The Handle System offers security, scalability, reliability, and interoperability. Security provisions include authentication of clients and servers to prevent unauthorized administrative access, capabilities to encrypt or disable access to confidential values, and options to request a digitally signed response (Sun et al. 2003a). The absence of design limits on the number of services within the Handle System, the number of sites within each service, or the number of handle servers within each site facilitates replication, reliability, and scalability (Corporation for National Research Initiatives 2007a). The Handle System is recognized as a fundamental infrastructure for enabling “interoperability in the Internet” (Denning and Kahn 2010, p. 36), also affording interoperability by enabling implementations using other systems, including systems for platform-independent web services (Smith 2007), domain name resolution (Paskin 2006), content typing (Blanchi and Petrone 2001), session initiation protocol mobility (Khoury et al. 2007), “rights management and discovery services” (Xiaofeng et al. 2010), and the DOI System (Chandrakar 2006).

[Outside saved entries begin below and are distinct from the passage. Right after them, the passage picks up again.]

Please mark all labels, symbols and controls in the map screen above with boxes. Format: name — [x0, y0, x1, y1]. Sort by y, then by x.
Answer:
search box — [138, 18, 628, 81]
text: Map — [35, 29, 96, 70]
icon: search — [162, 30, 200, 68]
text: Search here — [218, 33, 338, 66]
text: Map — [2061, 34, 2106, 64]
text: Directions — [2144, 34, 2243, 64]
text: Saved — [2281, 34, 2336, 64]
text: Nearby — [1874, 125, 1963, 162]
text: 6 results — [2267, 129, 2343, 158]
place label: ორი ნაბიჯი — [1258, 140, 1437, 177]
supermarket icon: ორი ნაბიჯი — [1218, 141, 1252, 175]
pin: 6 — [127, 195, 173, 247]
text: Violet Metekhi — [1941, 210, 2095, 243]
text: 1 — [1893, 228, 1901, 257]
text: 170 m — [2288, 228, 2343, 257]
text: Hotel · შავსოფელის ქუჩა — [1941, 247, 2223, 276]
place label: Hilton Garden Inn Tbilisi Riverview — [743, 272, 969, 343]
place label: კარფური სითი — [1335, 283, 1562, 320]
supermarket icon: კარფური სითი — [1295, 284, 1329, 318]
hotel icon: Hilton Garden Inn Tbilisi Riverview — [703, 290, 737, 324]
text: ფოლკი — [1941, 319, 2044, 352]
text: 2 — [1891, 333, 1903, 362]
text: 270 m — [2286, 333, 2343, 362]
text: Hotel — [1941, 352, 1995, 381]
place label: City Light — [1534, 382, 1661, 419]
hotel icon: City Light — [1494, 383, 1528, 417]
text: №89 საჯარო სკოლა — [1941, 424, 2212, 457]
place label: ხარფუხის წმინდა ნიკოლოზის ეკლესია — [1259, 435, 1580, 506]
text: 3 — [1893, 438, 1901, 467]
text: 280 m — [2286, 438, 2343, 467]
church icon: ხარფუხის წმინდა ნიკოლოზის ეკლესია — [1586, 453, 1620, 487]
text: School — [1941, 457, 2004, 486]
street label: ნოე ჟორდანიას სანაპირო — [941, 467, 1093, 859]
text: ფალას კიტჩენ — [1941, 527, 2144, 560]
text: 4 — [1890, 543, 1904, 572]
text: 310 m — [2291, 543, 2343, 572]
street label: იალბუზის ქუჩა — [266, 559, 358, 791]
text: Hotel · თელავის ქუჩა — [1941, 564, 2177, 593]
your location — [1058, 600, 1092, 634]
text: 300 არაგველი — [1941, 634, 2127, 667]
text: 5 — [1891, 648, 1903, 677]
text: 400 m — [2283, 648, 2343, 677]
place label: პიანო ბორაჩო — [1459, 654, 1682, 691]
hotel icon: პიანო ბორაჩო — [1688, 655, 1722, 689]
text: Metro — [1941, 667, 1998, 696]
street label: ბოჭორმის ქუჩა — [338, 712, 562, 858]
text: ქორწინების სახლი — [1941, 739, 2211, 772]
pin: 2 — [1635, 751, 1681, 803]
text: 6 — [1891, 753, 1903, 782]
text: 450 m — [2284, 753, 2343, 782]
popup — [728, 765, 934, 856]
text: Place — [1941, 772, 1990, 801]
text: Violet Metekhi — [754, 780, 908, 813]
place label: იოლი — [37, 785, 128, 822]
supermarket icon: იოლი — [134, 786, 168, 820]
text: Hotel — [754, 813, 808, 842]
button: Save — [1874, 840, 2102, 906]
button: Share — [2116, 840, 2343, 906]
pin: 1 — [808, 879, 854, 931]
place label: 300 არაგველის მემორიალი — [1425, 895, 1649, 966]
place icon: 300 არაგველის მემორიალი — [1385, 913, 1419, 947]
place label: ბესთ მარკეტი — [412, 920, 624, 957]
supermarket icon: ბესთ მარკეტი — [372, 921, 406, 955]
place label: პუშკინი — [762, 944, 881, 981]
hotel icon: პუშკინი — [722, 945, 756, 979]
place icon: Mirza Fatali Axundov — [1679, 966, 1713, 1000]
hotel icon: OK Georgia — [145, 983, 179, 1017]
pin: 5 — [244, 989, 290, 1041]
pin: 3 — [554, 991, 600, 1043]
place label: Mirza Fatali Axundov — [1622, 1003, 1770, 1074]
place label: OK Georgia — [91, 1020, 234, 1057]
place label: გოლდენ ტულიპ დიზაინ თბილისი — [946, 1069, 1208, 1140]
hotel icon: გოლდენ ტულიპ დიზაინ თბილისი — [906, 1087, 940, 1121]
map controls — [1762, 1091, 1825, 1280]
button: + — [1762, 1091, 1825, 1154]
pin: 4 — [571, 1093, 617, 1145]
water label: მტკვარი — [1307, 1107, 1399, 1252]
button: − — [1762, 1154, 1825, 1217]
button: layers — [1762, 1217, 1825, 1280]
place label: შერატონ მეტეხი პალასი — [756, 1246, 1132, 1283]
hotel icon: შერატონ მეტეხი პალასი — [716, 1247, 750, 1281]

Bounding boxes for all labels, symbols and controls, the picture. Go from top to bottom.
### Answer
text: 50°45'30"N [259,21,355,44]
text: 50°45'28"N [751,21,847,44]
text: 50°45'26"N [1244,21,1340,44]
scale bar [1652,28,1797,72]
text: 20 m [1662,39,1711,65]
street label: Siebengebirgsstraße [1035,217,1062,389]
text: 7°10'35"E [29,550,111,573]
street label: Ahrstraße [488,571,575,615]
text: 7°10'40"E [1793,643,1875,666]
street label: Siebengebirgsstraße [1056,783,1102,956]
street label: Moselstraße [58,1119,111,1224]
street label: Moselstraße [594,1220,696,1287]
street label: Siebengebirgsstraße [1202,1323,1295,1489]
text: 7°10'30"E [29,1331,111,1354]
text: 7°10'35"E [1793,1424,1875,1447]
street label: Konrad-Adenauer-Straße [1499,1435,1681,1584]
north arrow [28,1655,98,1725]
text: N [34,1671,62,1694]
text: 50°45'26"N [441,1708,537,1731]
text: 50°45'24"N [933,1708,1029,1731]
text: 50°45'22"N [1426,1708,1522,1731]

When a Handle is specified in the form of a URL, the browser accesses the Global Handle Registry (GHR), maintained by CNRI, which points to the Local Handle Service (LHS) to access the current location of the resource. Any organization can establish itself as an LHS and serve as its own naming authority by registering with the GHR and installing a Handle Server to assign and maintain unique identifiers for resources. Sustainability of the Handle System is fostered by a business model that requires a one-time registration fee, which CNRI charges for assigning a prefix to an organization, and an annual maintenance fee for the GHS to point to the LHS (Corporation for National Research Initiatives 2007b). At the time of writing, each charge is nominally $50.
An organization that serves as a Handle naming authority can specify a scheme for suffix values as a simple number sequence or include additional identifying information to be assigned to resources (Corporation for National Research Initiatives 2007a; Lyons 2005). While the integrity of automatically assigned Handles can be established initially (Sun 2001), changes to the current locations of resources must be maintained by the naming authority to provide trustworthy persistent identification. Handles also can contribute to trust within a repository federation (Tansley 2006).
Like any other URL, the URL form of a Handle identifying a particular data set can be included within the references for an article prepared for publication. Given the proliferation of Handle servers and the subsequent plethora of open access resources that have been assigned Handle identifiers, their use in citations of various works in publications, including Earth science data and imagery, is relatively common. Handles also can be used within a data citation along with other identifiers (Altman and King 2007).
The Handle System technology is openly available for free use worldwide, under a public license (Corporation for National Research Initiatives 2006). An installed Handle Server includes administrative tools that can be used either on site or remotely to manage the Handle Server and to maintain the Handles that it assigns. These tools can be used to change the location of a resource without occurring charges, if used by a naming authority responsible for the archive (Corporation for National Research Initiatives 2007a). A naming authority does not incur fees for assigning persistent identifiers. The Handle System also can be used to identify physical resources or information that is not accessible on the web by pointing to the internet address of a description that represents a physical resource, a contract, or a transaction (Kahn and Lyons 2006).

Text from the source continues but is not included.